[Saved data entries]
= = =

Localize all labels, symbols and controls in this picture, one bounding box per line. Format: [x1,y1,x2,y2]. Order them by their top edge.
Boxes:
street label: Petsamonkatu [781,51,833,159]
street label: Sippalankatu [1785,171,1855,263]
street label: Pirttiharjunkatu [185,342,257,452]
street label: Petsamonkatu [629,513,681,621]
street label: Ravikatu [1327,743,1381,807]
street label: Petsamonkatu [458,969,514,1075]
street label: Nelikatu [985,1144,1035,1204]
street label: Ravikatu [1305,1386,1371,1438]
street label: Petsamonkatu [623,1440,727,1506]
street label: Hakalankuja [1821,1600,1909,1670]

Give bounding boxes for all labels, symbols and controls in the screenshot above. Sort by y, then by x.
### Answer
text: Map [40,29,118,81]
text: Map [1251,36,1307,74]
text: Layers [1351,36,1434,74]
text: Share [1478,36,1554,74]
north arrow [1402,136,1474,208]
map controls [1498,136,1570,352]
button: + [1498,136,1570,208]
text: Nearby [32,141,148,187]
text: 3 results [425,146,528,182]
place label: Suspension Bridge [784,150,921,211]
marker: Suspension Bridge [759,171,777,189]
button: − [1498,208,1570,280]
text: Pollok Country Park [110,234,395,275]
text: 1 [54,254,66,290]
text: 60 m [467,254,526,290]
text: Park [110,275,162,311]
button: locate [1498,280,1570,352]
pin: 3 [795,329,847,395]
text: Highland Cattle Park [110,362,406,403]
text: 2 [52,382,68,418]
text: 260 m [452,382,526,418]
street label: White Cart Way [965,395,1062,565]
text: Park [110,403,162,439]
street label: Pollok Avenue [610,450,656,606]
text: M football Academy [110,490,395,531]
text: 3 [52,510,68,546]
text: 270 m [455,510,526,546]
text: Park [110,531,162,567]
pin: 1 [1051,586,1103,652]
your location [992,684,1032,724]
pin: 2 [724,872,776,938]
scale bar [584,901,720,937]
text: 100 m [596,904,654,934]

= = =

§ How to complete this task: Within the records, tally every line that contains the word "symbols". Only the resulting number should be given.

§ Task output: 2